The wound he cares about most is the wound to the church.
Conceding that there are some bad apples is wholly inadequate. Catholics'
anger stems not just from priests'
preying on children, but from decades of cover-ups by higher-ups and
the lack of an aggressive response
by church leaders, like Cardinals Edward Egan and Bernard Law.
The pope cited "our brothers" who had
succumbed to "mysterium iniquitatis (the mystery of evil)." Calling
it the mystery of evil vaporizes the problem.
There's nothing very mysterious about pedophilia. It's a crime.

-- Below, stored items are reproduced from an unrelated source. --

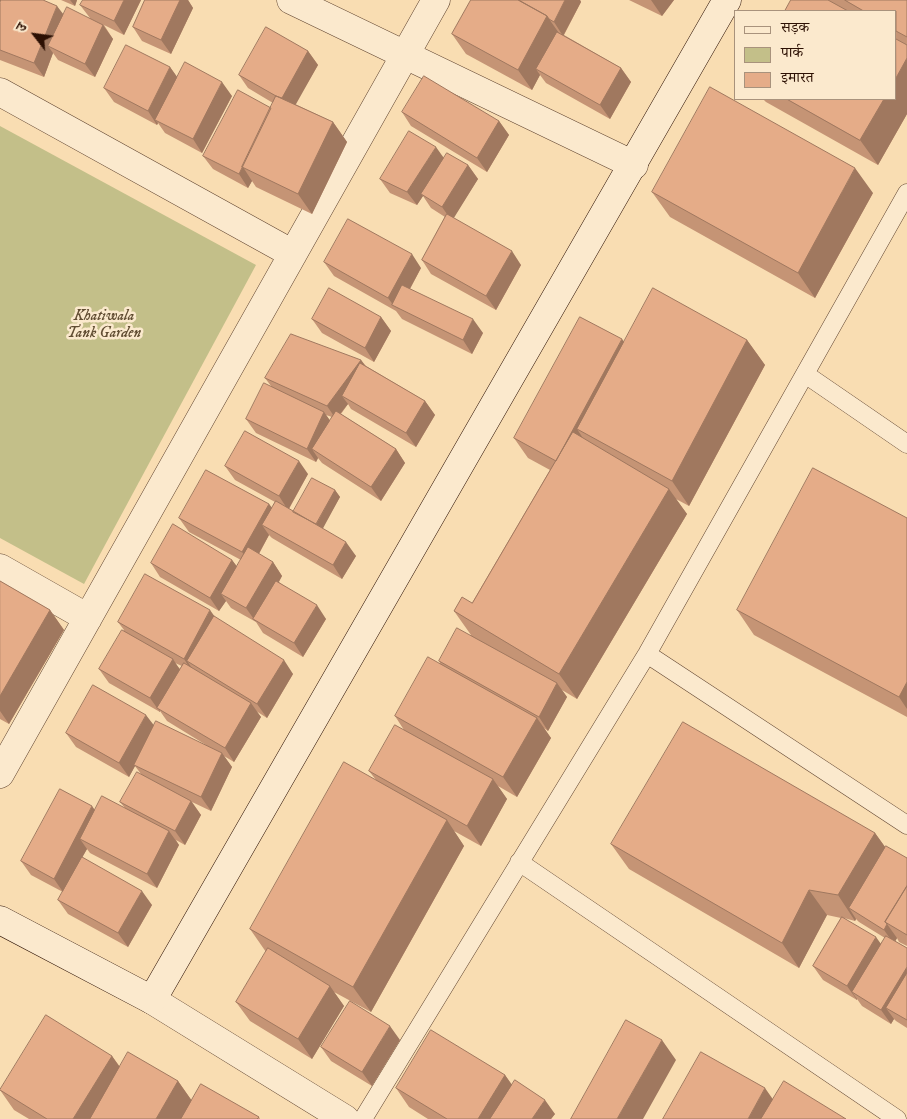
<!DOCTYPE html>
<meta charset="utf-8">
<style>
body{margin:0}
#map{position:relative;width:907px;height:1119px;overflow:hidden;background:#f9ddb2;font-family:"IM FELL DW Pica","Noto Serif Devanagari",serif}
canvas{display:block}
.legend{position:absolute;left:734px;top:10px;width:162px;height:90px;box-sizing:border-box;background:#fbe9cd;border:1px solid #a8927c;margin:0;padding:6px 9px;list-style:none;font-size:15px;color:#2c1003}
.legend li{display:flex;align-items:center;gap:10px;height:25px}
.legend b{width:25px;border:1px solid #a8927c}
.north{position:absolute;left:10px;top:10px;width:50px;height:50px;-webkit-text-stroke:4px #fbe9cd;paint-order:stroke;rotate:300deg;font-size:14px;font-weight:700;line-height:20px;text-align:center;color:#2c1003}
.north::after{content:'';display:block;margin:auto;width:18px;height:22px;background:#2c1003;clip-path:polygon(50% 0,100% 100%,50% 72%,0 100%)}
</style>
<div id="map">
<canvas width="907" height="1119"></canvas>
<ul class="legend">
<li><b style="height:6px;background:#fbe9cd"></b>सड़क</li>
<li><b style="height:14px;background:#c3bf89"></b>पार्क</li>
<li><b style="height:14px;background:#e5ac88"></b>इमारत</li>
</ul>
<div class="north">उ</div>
</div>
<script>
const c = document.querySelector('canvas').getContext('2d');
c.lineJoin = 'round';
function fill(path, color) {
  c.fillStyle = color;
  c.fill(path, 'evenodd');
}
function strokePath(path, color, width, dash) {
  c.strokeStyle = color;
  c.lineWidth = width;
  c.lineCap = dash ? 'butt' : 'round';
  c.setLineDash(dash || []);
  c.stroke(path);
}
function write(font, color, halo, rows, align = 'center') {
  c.font = font + ' "IM FELL DW Pica",serif';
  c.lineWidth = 5;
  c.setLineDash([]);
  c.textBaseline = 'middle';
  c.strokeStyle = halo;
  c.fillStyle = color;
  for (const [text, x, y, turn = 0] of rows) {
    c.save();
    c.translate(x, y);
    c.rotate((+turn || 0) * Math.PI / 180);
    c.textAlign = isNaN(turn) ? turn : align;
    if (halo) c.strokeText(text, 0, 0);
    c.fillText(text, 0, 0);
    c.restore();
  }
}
const green = new Path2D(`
 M 0,126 L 256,265 L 84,584 L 0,538 Z`);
const service = new Path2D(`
 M 805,374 L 907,444
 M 647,654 L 907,825
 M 519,862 L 897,1119
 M 363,1119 L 647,654 L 907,193`);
const minor = new Path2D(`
 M 291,0 L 634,165
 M 0,92 L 293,254
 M 0,568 L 88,618
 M 0,774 L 436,0`);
const tertiary = new Path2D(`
 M 152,1000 L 345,1119`);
const secondary = new Path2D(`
 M 0,920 L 152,1000 L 727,0`);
const wall = new Path2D(`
 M 61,0 L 77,0 L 75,6 Z
 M 141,0 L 124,35 L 104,25 L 113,39 L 95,77 L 58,60 L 53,53 L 44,77 L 0,60 L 0,3 L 63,15 L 90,18 L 80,5 Z
 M 145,0 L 188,0 L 193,8 L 171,54 L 142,41 L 133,27 Z
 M 471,0 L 580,0 L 581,2 L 564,35 L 621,68 L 631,82 L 610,119 L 546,83 L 540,75 L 532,90 L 466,54 L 452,34 Z
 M 629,0 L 674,0 L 662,16 Z
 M 791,0 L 907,0 L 907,114 L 878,165 L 766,102 L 763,99 L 896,99 L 896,11 L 785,11 Z
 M 308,51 L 318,65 L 295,104 L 333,122 L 347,142 L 312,214 L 256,187 L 252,181 L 248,188 L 213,169 L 203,156 L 271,108 L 273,103 L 248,88 L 239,75 Z
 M 170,67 L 177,77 L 232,96 L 202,153 L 165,133 L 158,123 L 157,125 L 114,102 L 104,88 Z
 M 402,112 L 499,121 L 509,135 L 487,172 L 411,126 Z
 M 443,158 L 468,165 L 478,179 L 453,218 L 521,265 L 496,310 L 431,274 L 422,260 L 445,217 L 431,208 L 423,196 L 417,205 L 390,193 L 380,179 Z
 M 652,192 L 873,193 L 815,298 L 670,217 Z
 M 324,262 L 421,268 L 410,289 L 483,333 L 472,354 L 402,319 L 396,311 L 334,276 Z
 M 381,317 L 391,331 L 374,362 L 322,333 L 312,319 Z
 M 747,340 L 765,365 L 689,506 L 676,499 L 687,514 L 577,699 L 562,690 L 567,697 L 548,731 L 544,728 L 551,738 L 517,797 L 498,786 L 507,799 L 481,846 L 454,831 L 464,846 L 371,1012 L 334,992 L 344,1006 L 312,1059 L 250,1021 L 236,1002 L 266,952 L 250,929 L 376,780 L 369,771 L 404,730 L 395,716 L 440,663 L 439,661 L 471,635 L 454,611 L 472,603 L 550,470 L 528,458 L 514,438 L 624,342 Z
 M 361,360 L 366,366 L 425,401 L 435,415 L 416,447 L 351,409 L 348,404 L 341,414 L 396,449 L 405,463 L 381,501 L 322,463 L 318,458 L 316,462 L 256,433 L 246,419 L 271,386 L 265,378 ZM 326,415 L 332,417 L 330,421 Z
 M 225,466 L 308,474 L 289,509 L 293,512 L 335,490 L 340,497 L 322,528 L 356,556 L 342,579 L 272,538 L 269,535 L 259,554 L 273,562 L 282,576 L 279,582 L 326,619 L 303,657 L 263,633 L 256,622 L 231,608 L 226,601 L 219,611 L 160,577 L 151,563 L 232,560 L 237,567 L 241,560 L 189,532 L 179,518 L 269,504 L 272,508 L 275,502 L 235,480 Z
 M 907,518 L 907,717 L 754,635 L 737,610 Z
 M 0,581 L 50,610 L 64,630 L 9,724 L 0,719 Z
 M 215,617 L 293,674 L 267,718 L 256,711 L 261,717 L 234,762 L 224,756 L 232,767 L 211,811 L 192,802 L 201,815 L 185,845 L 176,840 L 179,845 L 157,888 L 90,853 L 87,849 L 82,857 L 152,905 L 128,947 L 68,914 L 58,900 L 63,892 L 31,875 L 21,861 L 95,810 L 125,808 L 120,802 L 141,774 L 135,766 L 129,777 L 76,747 L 66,733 L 154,726 L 206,745 L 167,721 L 160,711 L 160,712 L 109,683 L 99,669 L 124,630 L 118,622 ZM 175,663 L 182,666 L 180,669 Z
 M 875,833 L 885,847 L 907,858 L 907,946 L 899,942 L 897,938 L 895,941 L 907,948 L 907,1028 L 896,1021 L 894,1019 L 891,1024 L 862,1006 L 857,999 L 857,1000 L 823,980 L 813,966 L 841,918 L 827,915 L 799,968 L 629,869 L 611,844 ZM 844,918 L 855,921 L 856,919 L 859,922 L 885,938 L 881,944 Z
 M 400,1040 L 372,1086 L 331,1061 L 321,1047 Z
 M 112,1056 L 120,1067 L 178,1081 L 192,1101 L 259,1117 L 260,1119 L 29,1119 L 14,1110 L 0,1090 Z
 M 505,1075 L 512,1085 L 555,1114 L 551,1119 L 428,1119 L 409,1107 L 396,1088 Z`);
const shadedWall = new Path2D(`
 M 70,0 L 77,0 L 75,6 Z
 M 124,0 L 141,0 L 124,35 L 114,21 Z
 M 180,0 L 188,0 L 193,8 L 171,54 L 161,40 Z
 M 565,0 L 580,0 L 581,2 L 563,36 L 554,22 Z
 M 651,0 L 674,0 L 662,16 Z
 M 57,6 L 67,19 L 48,46 L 53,53 L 44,77 L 34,63 Z
 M 547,16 L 561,36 L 536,69 L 540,75 L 532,90 L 518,70 Z
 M 103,25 L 113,39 L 95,77 L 85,64 Z
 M 308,51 L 318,65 L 291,113 L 281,99 Z
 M 907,58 L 907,114 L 878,165 L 860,140 L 884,99 L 896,99 L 896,78 Z
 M 170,67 L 180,81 L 155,120 L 158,123 L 157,125 L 148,111 Z
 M 621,68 L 631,82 L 610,119 L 600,105 Z
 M 222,82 L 232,96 L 202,153 L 193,139 Z
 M 499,121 L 509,135 L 487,172 L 477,158 Z
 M 333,122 L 347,142 L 312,214 L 298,194 Z
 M 436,147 L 446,161 L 421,194 L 423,196 L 417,205 L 407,192 Z
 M 468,165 L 478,179 L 452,221 L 442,207 Z
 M 243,167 L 252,181 L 248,188 L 239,174 Z
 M 855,168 L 873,193 L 815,298 L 798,273 Z
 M 512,251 L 521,265 L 496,310 L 486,296 Z
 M 412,254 L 421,268 L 399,309 L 394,306 L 388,298 Z
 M 381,317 L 391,331 L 374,362 L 365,348 Z
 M 473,319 L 483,333 L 472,354 L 463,340 Z
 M 622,339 L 636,359 L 577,429 L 588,446 L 556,461 Z
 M 747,340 L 765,365 L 689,506 L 672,481 Z
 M 361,360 L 371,374 L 342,396 L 348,404 L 336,419 L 327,406 Z
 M 425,401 L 435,415 L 416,447 L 406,433 Z
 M 324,412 L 334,426 L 312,449 L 318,458 L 316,462 L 307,449 Z
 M 396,449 L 405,463 L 381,501 L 371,487 Z
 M 299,461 L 308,474 L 288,510 L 279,496 Z
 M 669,489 L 687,514 L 577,699 L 559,674 Z
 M 335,490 L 340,497 L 321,532 L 316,525 Z
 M 269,504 L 279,517 L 262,525 L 269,535 L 252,566 L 242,552 Z
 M 346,542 L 356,556 L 342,579 L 333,565 Z
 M 232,560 L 242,573 L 221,594 L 226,601 L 219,611 L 210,598 Z
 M 273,562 L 282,576 L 256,621 L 253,619 L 256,622 L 246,608 Z
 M 317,605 L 326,619 L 303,657 L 294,643 Z
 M 50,610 L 64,630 L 9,724 L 0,711 L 0,696 Z
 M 210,610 L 220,624 L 187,661 L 194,671 L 193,673 L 184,659 Z
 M 173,659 L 182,673 L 157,708 L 160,711 L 160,712 L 150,698 Z
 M 284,660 L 293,674 L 267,718 L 257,704 Z
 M 907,682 L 907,709 L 899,697 Z
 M 557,683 L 567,697 L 548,731 L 539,717 Z
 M 251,703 L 261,717 L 234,762 L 225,748 Z
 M 146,715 L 156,728 L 129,777 L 119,763 Z
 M 537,718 L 551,738 L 517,797 L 503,777 Z
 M 222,753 L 232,767 L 211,811 L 201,797 Z
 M 493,779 L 507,799 L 481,846 L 467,826 Z
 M 191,801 L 201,815 L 185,845 L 175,831 Z
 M 92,806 L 102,820 L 80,839 L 87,849 L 63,892 L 54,879 Z
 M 447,820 L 464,846 L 371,1012 L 353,987 Z
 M 169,831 L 179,845 L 157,888 L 147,874 Z
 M 875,833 L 893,858 L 849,908 L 856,919 L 855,921 L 838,895 Z
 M 809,890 L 827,915 L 799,968 L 782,943 Z
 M 142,891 L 152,905 L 128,947 L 118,933 Z
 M 887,924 L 897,938 L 894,944 L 884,930 Z
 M 876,937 L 886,951 L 852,992 L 857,999 L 857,1000 L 847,986 Z
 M 907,967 L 907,997 L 886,1008 L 894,1019 L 891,1024 L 881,1010 Z
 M 330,986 L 344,1006 L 312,1059 L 298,1039 Z
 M 390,1026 L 400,1040 L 372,1086 L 362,1072 Z
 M 662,1040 L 676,1060 L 643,1119 L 617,1119 Z
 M 112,1056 L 126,1076 L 100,1119 L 73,1119 Z
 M 505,1075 L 519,1095 L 504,1119 L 478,1119 Z
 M 178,1081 L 192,1101 L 182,1119 L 156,1119 Z
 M 765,1088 L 779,1108 L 773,1119 L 748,1119 Z
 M 545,1100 L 555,1114 L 551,1119 L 532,1119 Z`);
const building = new Path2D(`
 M 1,0 L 43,0 L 57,6 L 34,63 L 0,50 L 0,3 Z
 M 83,0 L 124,0 L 114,21 L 80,5 Z
 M 145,0 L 180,0 L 161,40 L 133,27 Z
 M 471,0 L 518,0 L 547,16 L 518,70 L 452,34 Z
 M 519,0 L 565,0 L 554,22 L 549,19 L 547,16 Z
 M 791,0 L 828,0 L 848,11 L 785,11 Z
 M 845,0 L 907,0 L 907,37 L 896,31 L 896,11 L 864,11 Z
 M 67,7 L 103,25 L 85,64 L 48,46 Z
 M 266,27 L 308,51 L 282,98 L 276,96 L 239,75 Z
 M 557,32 L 621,68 L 600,105 L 536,69 Z
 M 896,39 L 907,45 L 907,58 L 896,78 Z
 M 126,45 L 170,67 L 148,111 L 104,88 Z
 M 185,62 L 222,82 L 193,139 L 155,120 Z
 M 424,76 L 499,121 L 477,158 L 402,112 Z
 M 710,87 L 855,168 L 798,273 L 652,192 Z
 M 238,90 L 271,108 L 239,174 L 203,156 Z
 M 276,96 L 333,122 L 298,194 L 242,167 Z
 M 787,99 L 884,99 L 860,140 Z
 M 409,131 L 436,147 L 407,192 L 380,179 Z
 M 447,153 L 468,165 L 442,207 L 421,194 Z
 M 447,214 L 512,251 L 486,296 L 422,260 Z
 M 348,219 L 412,254 L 388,298 L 324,262 Z
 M 402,285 L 473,319 L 463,340 L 392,305 Z
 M 329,288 L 381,317 L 365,348 L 312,319 Z
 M 653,288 L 747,340 L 672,481 L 577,429 Z
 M 580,317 L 622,339 L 556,461 L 514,438 Z
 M 291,334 L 361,360 L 327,406 L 265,378 Z
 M 360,363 L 425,401 L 406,433 L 342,396 Z
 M 264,383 L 324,412 L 307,449 L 246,419 Z
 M 336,411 L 396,449 L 371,487 L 312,449 Z
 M 245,431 L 299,461 L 279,496 L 225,466 Z
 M 573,432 L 669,489 L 559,674 L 454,611 L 462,597 L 472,603 Z
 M 813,468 L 907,518 L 907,682 L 899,697 L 737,610 Z
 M 206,470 L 269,504 L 242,552 L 179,518 Z
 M 312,478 L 335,490 L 316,524 L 293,512 Z
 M 276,501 L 346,542 L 333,565 L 262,525 Z
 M 173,524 L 232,560 L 210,598 L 151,563 Z
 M 248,547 L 273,562 L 246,608 L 221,594 Z
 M 145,574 L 210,610 L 184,659 L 118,622 Z
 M 0,581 L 50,610 L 0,696 Z
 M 276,581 L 317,605 L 294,643 L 253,619 Z
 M 214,616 L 284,660 L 257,704 L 187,661 Z
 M 457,628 L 557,683 L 539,717 L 439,661 Z
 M 122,630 L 173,659 L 150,698 L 99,669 Z
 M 428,657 L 537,718 L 503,777 L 395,716 Z
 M 184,663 L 251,703 L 225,748 L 157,708 Z
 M 93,685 L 146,715 L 119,763 L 66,733 Z
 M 156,721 L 222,753 L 201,797 L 134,765 Z
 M 683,722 L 875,833 L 838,895 L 809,890 L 782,943 L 611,844 Z
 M 395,725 L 493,779 L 467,826 L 369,771 Z
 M 344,762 L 447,820 L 353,987 L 250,929 Z
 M 137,772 L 191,801 L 175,831 L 120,802 Z
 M 60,789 L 92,806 L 54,879 L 21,861 Z
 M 102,796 L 169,831 L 147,874 L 80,839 Z
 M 886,846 L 907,858 L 907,886 L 885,922 L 887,924 L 884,930 L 849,908 Z
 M 82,857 L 142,891 L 118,933 L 58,900 Z
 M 907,886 L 907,935 L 885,922 Z
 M 842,917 L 876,937 L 847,986 L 813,966 Z
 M 886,936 L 907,948 L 907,967 L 881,1010 L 852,992 Z
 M 268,948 L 330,986 L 298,1039 L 236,1002 Z
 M 907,973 L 907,1020 L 886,1008 Z
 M 350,1001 L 390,1026 L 362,1072 L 321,1047 Z
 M 46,1015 L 112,1056 L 73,1119 L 47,1119 L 0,1090 Z
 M 626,1020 L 662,1040 L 617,1119 L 571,1119 Z
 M 431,1030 L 505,1075 L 478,1119 L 447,1119 L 396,1088 Z
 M 128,1052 L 178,1081 L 156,1119 L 90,1119 Z
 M 701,1052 L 765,1088 L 748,1119 L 663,1119 Z
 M 515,1080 L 545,1100 L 532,1119 L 490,1119 Z
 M 784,1081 L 846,1119 L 761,1119 Z
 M 201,1084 L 259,1117 L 257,1119 L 181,1119 Z`);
const parkNames = [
 ["Khatiwala",104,317],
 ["Tank Garden",104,334]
];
fill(green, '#c3bf89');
strokePath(service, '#5f432f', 19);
strokePath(minor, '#5f432f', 29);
strokePath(tertiary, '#5f432f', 29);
strokePath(secondary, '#2c1003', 29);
strokePath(service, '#fbe9cd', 18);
strokePath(minor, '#fbe9cd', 28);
strokePath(tertiary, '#fbe9cd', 28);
strokePath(secondary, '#fbe9cd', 28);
fill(wall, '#c59475');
fill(shadedWall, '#a0785f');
fill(building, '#e5ac88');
strokePath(building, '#a0785f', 1);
write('italic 15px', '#614d32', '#fbe9cd', parkNames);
</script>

By couching the seaminess in celestial language, the pope simply reinforces
the huge institutional conceit that led
to the great Catholic cover-up: the sense that the army-like hierarchical
structure will hunker down and never
speak honestly about its own failings. The Vatican's reaction can be
summed up this way:
Priests don't abuse boys. Americans do.
The Vatican has shrugged off the international spate of sex abuse cases
and acted
as if this is another overhyped American tabloid sex scandal.
Cardinal Dario Castrillón Hoyos, a top contender to succeed the
pope, sniffed and said, "It's already an X-ray of the
problem that so many of the questions were in English." To put off
reporters, he loftily proclaimed, "The pope is
worried over peace in the world." But that only made the pope sound
as trite and irrelevant as a Miss America contestant.
"Concerning the problem of sexual abuse and cases of pedophilia, I have
only one answer," the cardinal said.
"In today's culture of pansexualism and libertinism created in this
world, several priests, being of this culture,
have committed the most serious crime of sexual abuse." That remark
reflects such ignorance, it's scary.
Pedophilia is not the byproduct of a "libertine" culture. Nearly all
Americans who live in this same culture
do not put their hands on boys. And who says our culture is more libertine
than France's or Italy's, anyway?
The Times's Melinda Henneberger pressed a Vatican official about why
the pope could not offer anguished
American Catholics more moral guidance. He replied, "With all that
is going on in the world, I'm just not sure
it would be convenient for him to choose to speak on this."
The Vatican's cavalier attitude will only intensify the collision between
the open, modernizing spirit of America
and the deeply anti-democratic spirit of the church. Packed with conservatives
appointed by John Paul,
the Vatican regards U.S. Catholics as lazy and spoiled consumer brats,
shopping and cavorting in Babylon.
And American boomers, who see the Vatican's precepts on sex and virtue
as frozen and antiquated, have become
"cafeteria Catholics," selecting dishes from the Vatican prix fixe
menu and circumnavigating bans on premarital sex,
birth control and divorce. (Rome got rid of the cool traditions, like
Latin Masses, and the healthy ones, like No Meat
on Friday, and kept the divisive ones — feigning modernization with
the hootenanny "handshake of peace.")
Back in the 12th century, celibacy may have provided priests some extra
mystique. Wrapped in purity and secrecy,
they became, as one priest puts it, "sacramental studs." But now we
have a perp walk of sacramental perverts. It is
glaringly clear that mandatory celibacy — stifling God-given urges
— draws a disproportionate number of men fleeing confusion about their
sexuality.
In a weird way, celibacy italicizes sex and installs an obsession with
sex at the very heart of the identity of the
priesthood. The one place the church needs to go to save itself — shedding
its dysfunctional all-male, all-celibate,
all-closed culture — is the one place it's unwilling to go.
Three Hail Marys and two Our Fathers will not be enough.